Business online - Deposit refund

How the deposit refund scam works

  • Scenario A
    1. You, as a supplier, get an urgent order via telephone or email.
    2. A deal is structured, usually involving a direct deposit into your bank account.
    3. A copy of the stamped bank deposit slip for cash is faxed to you.
    4. Goods are released to fraudsters.
    5. A fraudulent cheque is deposited instead of cash, and the deposit slip is fraudulently amended.
    6. The cheque is unpaid due to it being fraudulent.
    7. Your bank account is debited.
    8. You are unable to contact the ‘client’ and suffer the loss.
  • Scenario B
    1. You, as a supplier, get an urgent order via telephone or email.
    2. A copy of a stamped bank deposit slip for cash, for a higher amount than originally agreed upon, is faxed to you.
    3. The ‘client’ then contacts you and requests that the excess amount be returned via electronic transfer into a specified account.
    4. On the strength of the faxed copy of the deposit slip, you refund the excess amount.
    5. A fraudulent cheque was deposited instead of cash, and the deposit slip was fraudulently amended.
    6. The cheque is unpaid due to it being fraudulent.
    7. Your bank account is debited.
    8. You are unable to contact the ‘client’ and suffer the loss as the funds have already been withdrawn from the fraudster’s account.
  • Scenario C
    1. You, as a supplier, get an urgent order via telephone or email.
    2. A copy of a stamped bank deposit slip for cash, for a higher amount than originally agreed upon, is faxed to you.
    3. An Internet transfer receipt is fraudulently manipulated to reflect a ‘transfer’ to your account.

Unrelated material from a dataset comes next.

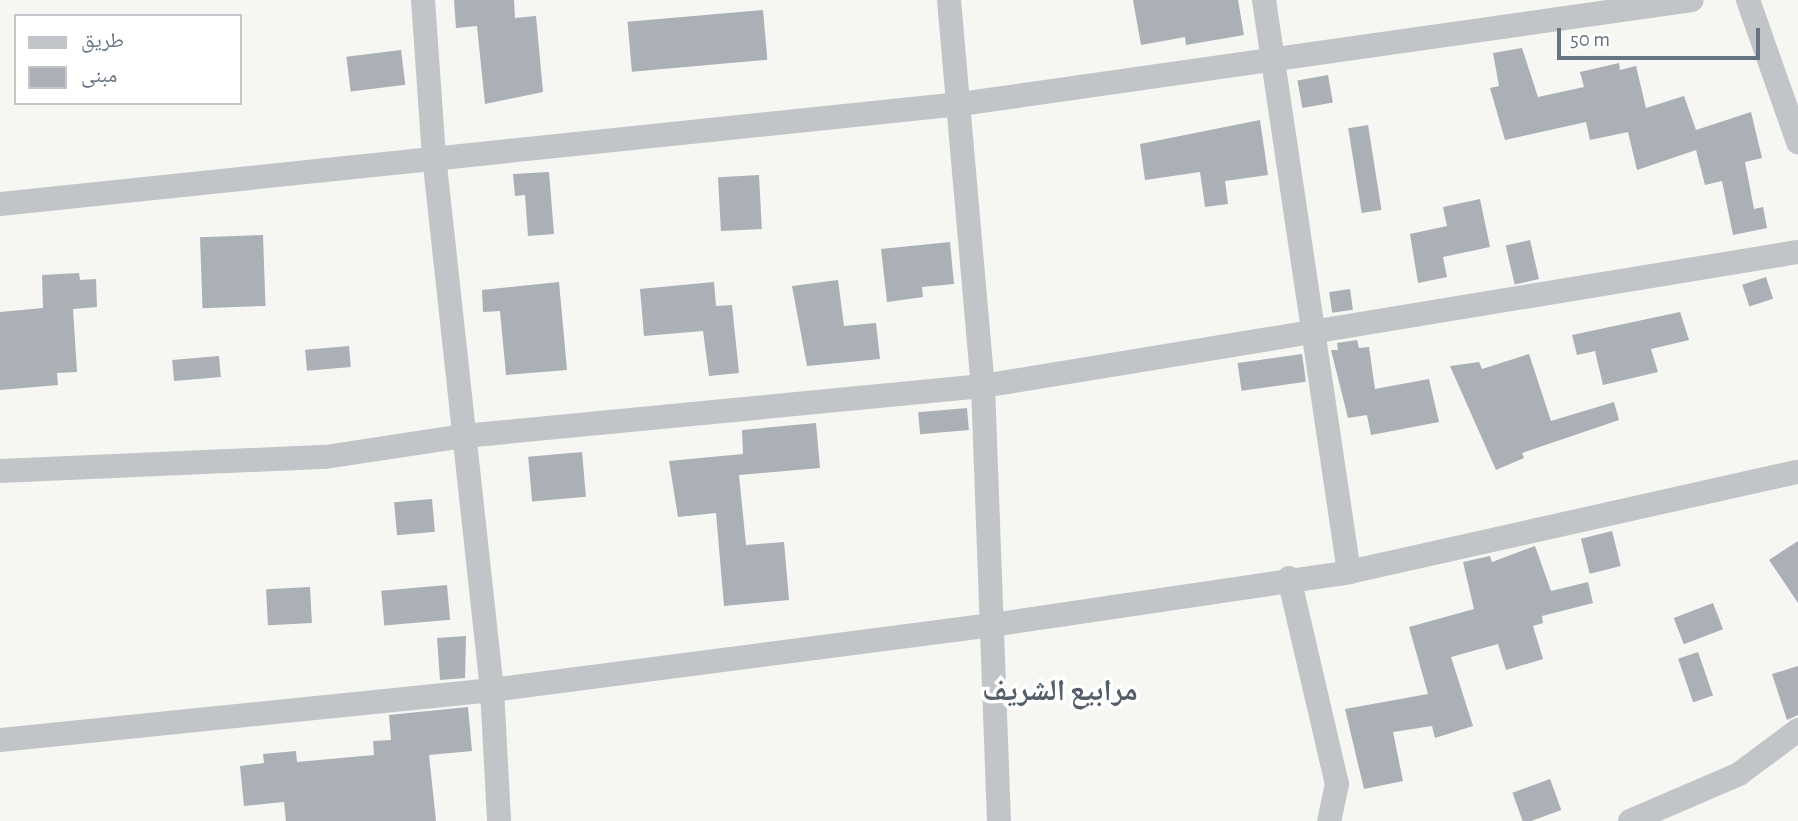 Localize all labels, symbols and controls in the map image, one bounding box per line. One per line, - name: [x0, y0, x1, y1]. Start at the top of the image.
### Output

The transfer could be for the exact amount of the order as in Scenario A, or for an amount in excess of the agreed amount as in Scenario B.
    4. The fraudulent Internet receipt is faxed to you.
    5. The goods are released to the criminals or the ‘excess’ refunded as previously described.
    6. Your bank account is debited.
    7. You are unable to contact the ’client’ and suffer the loss as the funds have already been withdrawn from the fraudster’s account.
  • Scenario D
    1. A cheque is deposited to your account without your knowledge.
    2. A letter on a false letterhead purporting to be that of a well-known entity or institution is faxed to you stating that an amount has been paid to your account. The letter provides details of an account to which the ‘refund’ must be made.
    3. You are sometimes contacted by someone who then confirms the content of the letter, stating that it is important to make the refund as soon as possible.
    4. You make the payment.
    5. The cheque is unpaid, leaving you out of pocket.
  • Do

    Contact the entity or institution on a number ascertained from the telephone directory and confirm the request. Be cautious of clients who want to ‘keep their distance’. Retain complete records. Confirm details of payments with your bank.

  • Don't

    Be pressurised due to urgency.
    Relax controls and procedures.
    Proceed if you have any doubts.
    Use the number provided by a caller or provided on a faxed letter.